Another part of Ralston's approach is teaching patients to cope, she said.

"We talk to patients multiple times a day on coping skills. I get a lot of patients that are on a substantial dosage already," she said. "I call them my legacy patients - they've been on it for years. You're trying to trial them down a little bit, to make them understand that it doesn't change. If they're getting a high dose of medication, lowering it by 10 percent isn't going to change the effectiveness that they're getting."

"So if you're feeling some pain, what are some things that you can do to deal with this?" she asked. "We talk about music, reading, exercise, dieta - redirection. And we talk about that every visit. They don't always take that in on the first one. We're all the same, we don't like change."
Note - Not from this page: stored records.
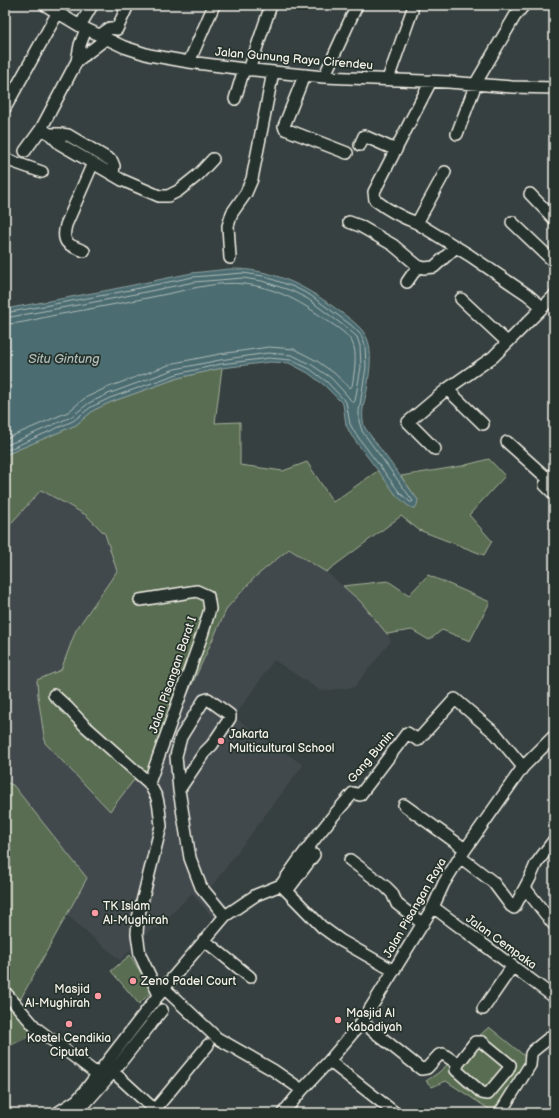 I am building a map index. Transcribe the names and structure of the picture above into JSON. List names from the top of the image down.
{
  "streets": {
    "street": [
      "Jalan Gunung Raya Cirendeu",
      "Jalan Pisangan Barat I",
      "Gang Bunin",
      "Jalan Pisangan Raya",
      "Jalan Cempaka"
    ]
  },
  "crossings": [
    ["Gang Bunin", "Jalan Pisangan Raya"],
    ["Jalan Pisangan Raya", "Jalan Cempaka"]
  ],
  "water": ["Situ Gintung"],
  "places": [
    "Jakarta Multicultural School",
    "TK Islam Al-Mughirah",
    "Zeno Padel Court",
    "Masjid Al-Mughirah",
    "Masjid Al Kabadiyah",
    "Kostel Cendikia Ciputat"
  ]
}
Ralston said her approach works and there are success stories. But it's not easy, she said, especially for her legacy patients. The question is usually about how long it takes to get on board with the program.

Ralston said she both is, and she isn't, a new kind of provider. Many providers around the country are doing what she's doing, but there are still others who are doing things the "old school way," she said.

Northern Montana Hospital officials, Ralston said, have been very open-minded and supportive of her approach.

"I believe they want to see change," she said.

Ralston said she is hopeful, adding that she sees that people with chronic pain want to do things different.

"They don't want to be bound to pills. They want to try other ways to get relief," she said.